Social media marketing may seem simple: Create relevant content, post relevant content, and await business growth. However, this is just the logistical part of it. Most people don’t think about what really matters: the research and strategy usually done beforehand.
In order to get the most out of social media marketing, we must identify our client’s target audience and create a strategy outlining the social tactics that will attract this target and keep their attention. This consists of research that continues while searching for content that will appeal to them.
Fast forward to a month from now. We’ve implemented our social media strategy, but how do we know our strategy is actually working?
Ideally, you’ll want to show the outcome of your strategy in a way that your client will easily comprehend. A concise report that shows key performance indicators with references to specific information. It really doesn’t matter if it’s a spreadsheet, presentation, or Word doc. There are different formats for just about every client.
Creating a comprehensive yet concise social media report is a difficult task that consists of making sense of data from a variety of different sources, such as reach, engagements, leads and conversions. It’s not easy to create a flawless report right from the get-go, but creating a solid one that your client will understand is definitely possible. These reports will also evolve over time; some of the information that once seemed critical may not be, while data that was once considered unimportant is now crucial to your success.
Here’s a guide on how to create a social media report:
Design and usability: Keep the client in mind when designing your report. If you’re uncertain about what particular data may mean,then your client will definitely have trouble understanding it. A clean design makes information easier to read, easier to find, and easier to understand.
Data gathering: Everyone has their own preference of how they want to collect data, and there are usually two methods for doing so. The first method is to manually gather data from the analytics dashboards within each social channel and import the data into your report – usually copying and pasting. The second method is to use a social media analytics tool such as Quintly or Social Studio that automatically pulls all of your data at once and provides an overview for it on a dashboard. This method usually takes the stress away from having to dig for data through each platform you use, however they do come with subscription fees that may not be affordable for everyone.
Analyze and evaluate data: Now that the data is in place, it’s time to make it easy to understand and provide a context.
First and foremost, the two key questions that every client will inevitably ask is “how much does this cost?” and “how much will we make?” This is where return on investment (ROI) comes into conversation. It is essential to set these objectives using the S.M.A.R.T. framework (specific, measurable, attainable, relevant and timely).
For example, if gaining conversions is an objective of the client, a goal would be a specific number of leads you want to drive via social media for that month. Another objective could be that you want to increase engagement and awareness, on social media. It would be ideal to set a number and a deadline such as: ‘We will increase engagement and awareness by five percent by the end of the month.’

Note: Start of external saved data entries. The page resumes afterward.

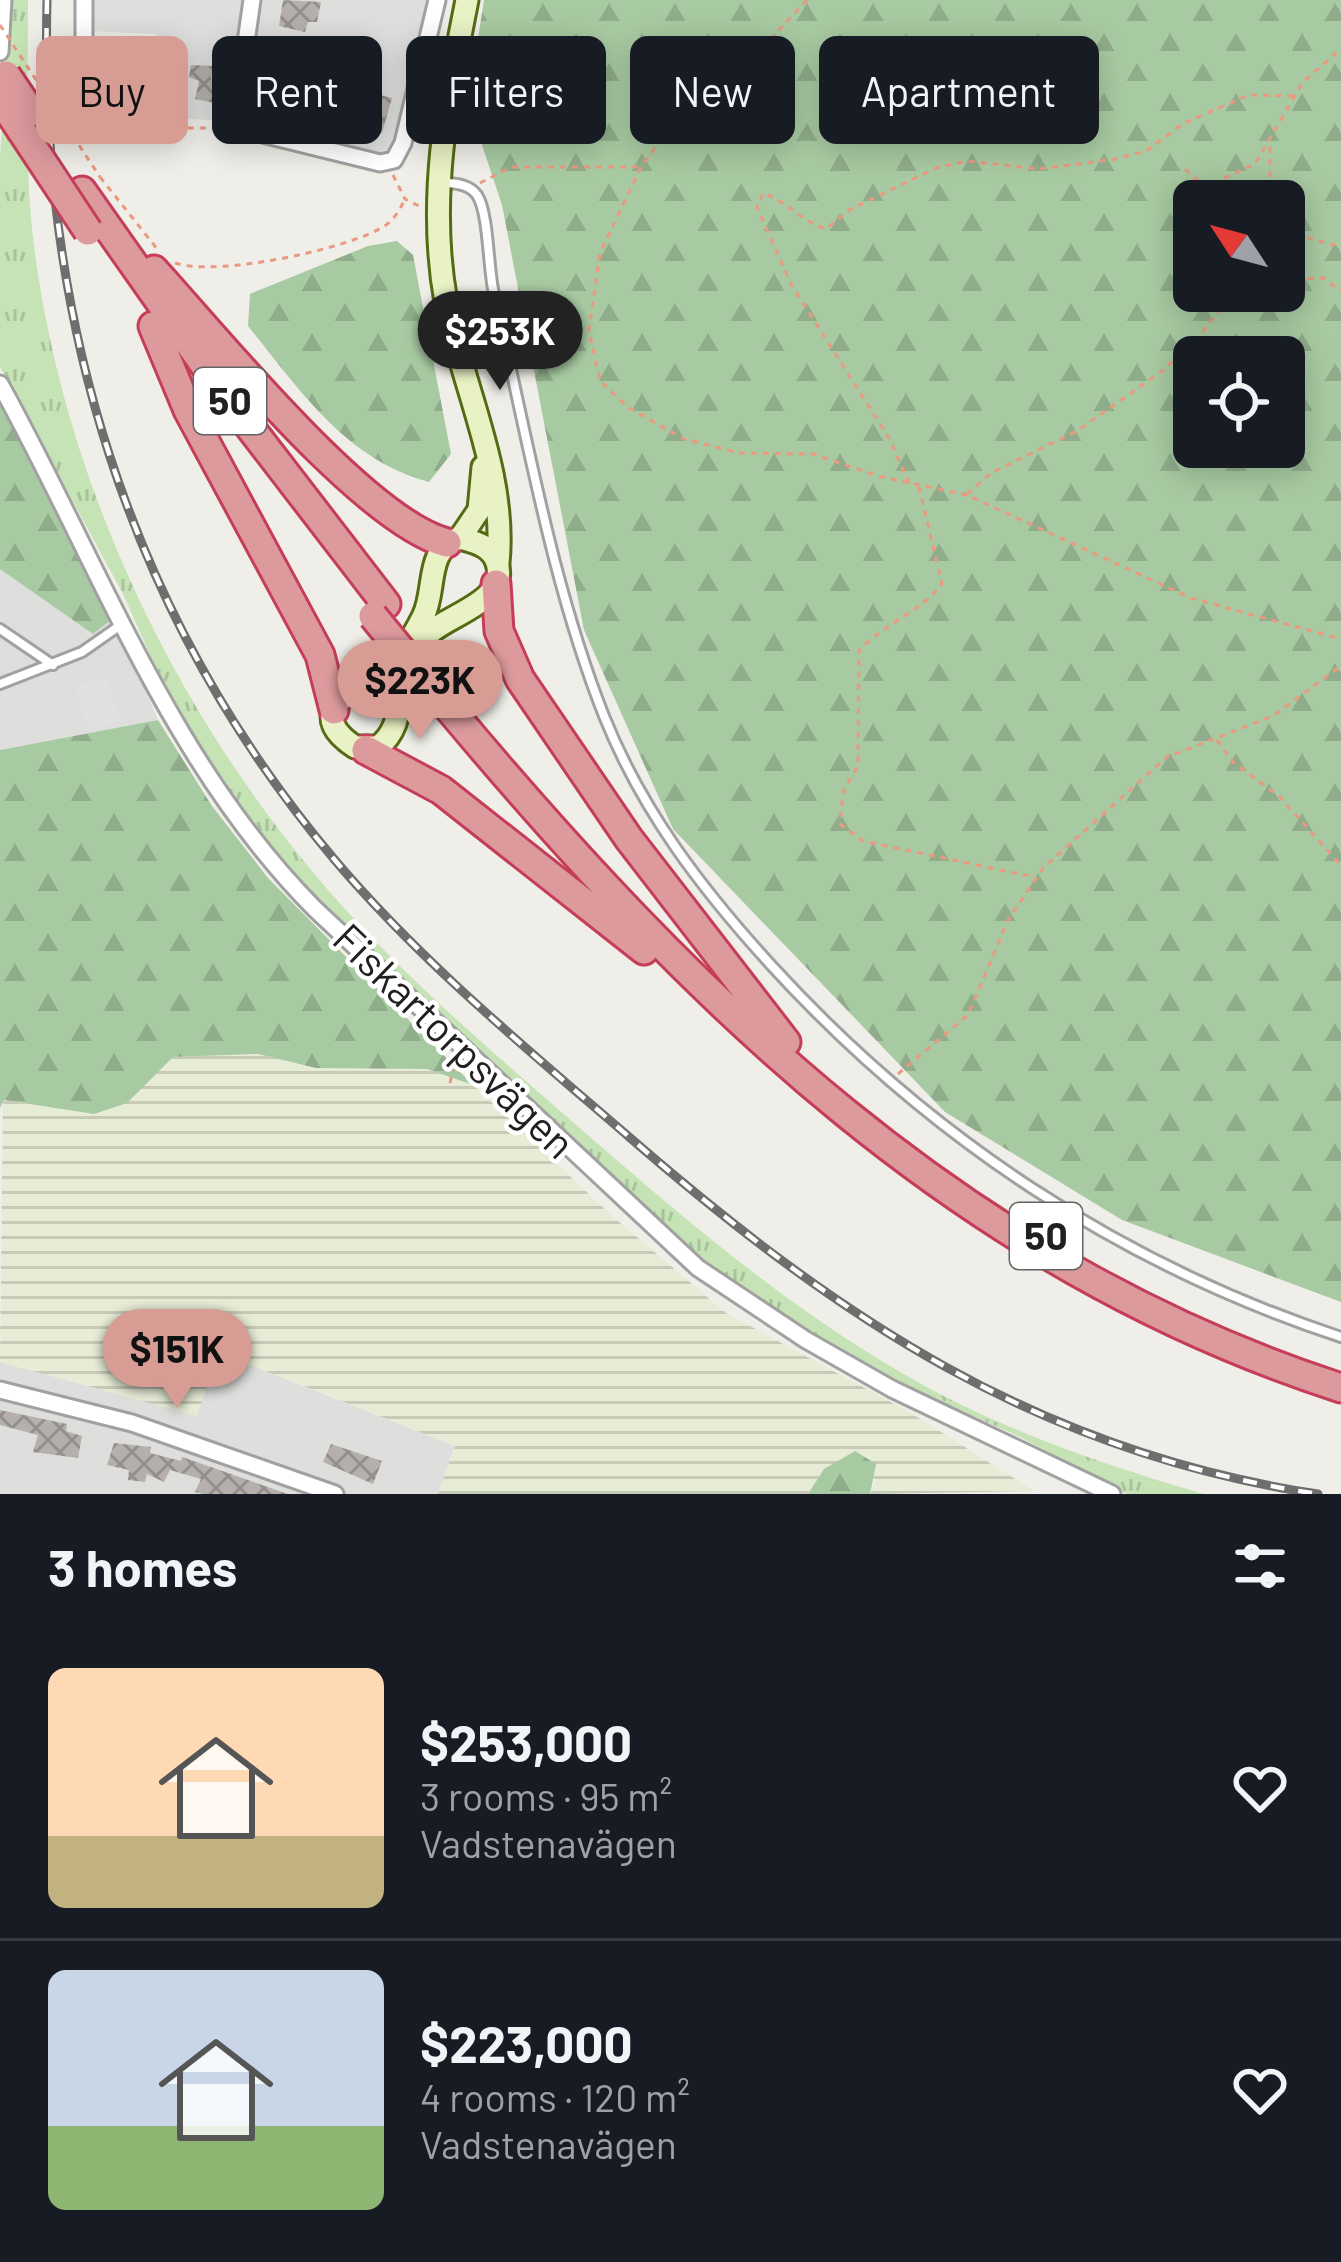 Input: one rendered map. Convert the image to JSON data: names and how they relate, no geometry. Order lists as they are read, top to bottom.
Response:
{
  "streets": {
    "highway": ["50"],
    "street": ["Fiskartorpsvägen"]
  },
  "north": "top left",
  "page": {
    "chip": [
      "Buy",
      "Rent",
      "Filters",
      "New",
      "Apartment"
    ],
    "price": ["$253K", "$223K", "$151K"],
    "heading": "3 homes",
    "list": [
      {
        "name": "$253,000",
        "note": "3 rooms · 95 m² · Vadstenavägen"
      },
      {
        "name": "$223,000",
        "note": "4 rooms · 120 m² · Vadstenavägen"
      }
    ]
  }
}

Make sure to keep your S.M.A.R.T. goals in mind when highlighting certain data points in your report!
When explaining the findings to the client, keep things simple. Establish a general logic that conveys the importance behind each metric. This should reduce any confusion and give them a better understanding of the data and why they should continue to invest in your strategy.
Other things to keep in mind
- Make the data accessible. Keep your data on hand whenever the client wants to view it. Refraining from sharing your data is not only inconvenient, but also makes the client think you are not being completely transparent with them. It is important to show all of the data, both good and bad. Since this is a process, there are things you’ll do that work and things that don’t. The things that don’t actually turn into very important lessons to be learned.
- Keep track of your overall performance. Benchmarking the progress of your social presence provides the growth that clients want and will show how well your strategy is working. They are also going to find that, when done right, social media efforts will grow and plateau, grow and plateau, grow and plateau. We started at X, we moved on to Y, and we’re headed for Z.
- Choose software to create your report. A manual export type of software, such as GoogleSheets has the pro of being flexible for creating a report whenever you need it. This option would allow you to make quick fixes and adjustments whenever you feel the need to do so. A con for using a manual software is that it can be time consuming to pull and input data into it. Using an automated software such as Quintly or Social Studio has the pro of streamlining data and automatically sending a report on a daily, weeky, monthly basis. Automated software aren’t as customizable as manual ones and usually have a cost which can be a con for some. Figure out what’s best for you and how much time you can dedicate to creating these reports.
- Finally, make sure the format you use is also ideal for sharing your report. A file that can’t be opened or requires a specific app to view it is of no use to anyone.
Following this guide will not only reduce stress, but will also give you the opportunity to focus on new ideas and strategies to improve performance in the future.